◆ **EXTRACTED DATA**:
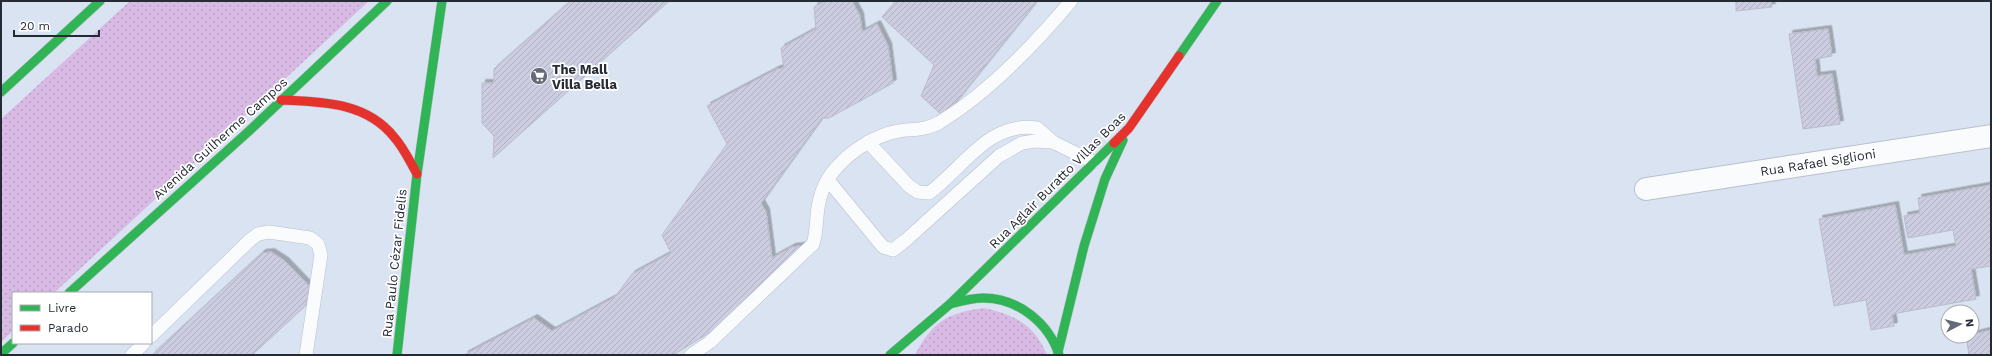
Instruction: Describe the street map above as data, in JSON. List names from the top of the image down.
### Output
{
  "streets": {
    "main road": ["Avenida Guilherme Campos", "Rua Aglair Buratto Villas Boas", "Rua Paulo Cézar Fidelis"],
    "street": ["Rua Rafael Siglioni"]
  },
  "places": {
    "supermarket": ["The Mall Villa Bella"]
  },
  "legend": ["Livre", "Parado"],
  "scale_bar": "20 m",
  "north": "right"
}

◆ **WHAT TO PRODUCE**: The answer must be the full set of records, repeated exactly, with no pictures.

◆ **TASK SOLUTION**:
Instruction: Describe the street map above as data, in JSON. List names from the top of the image down.
### Output
{
  "streets": {
    "main road": ["Avenida Guilherme Campos", "Rua Aglair Buratto Villas Boas", "Rua Paulo Cézar Fidelis"],
    "street": ["Rua Rafael Siglioni"]
  },
  "places": {
    "supermarket": ["The Mall Villa Bella"]
  },
  "legend": ["Livre", "Parado"],
  "scale_bar": "20 m",
  "north": "right"
}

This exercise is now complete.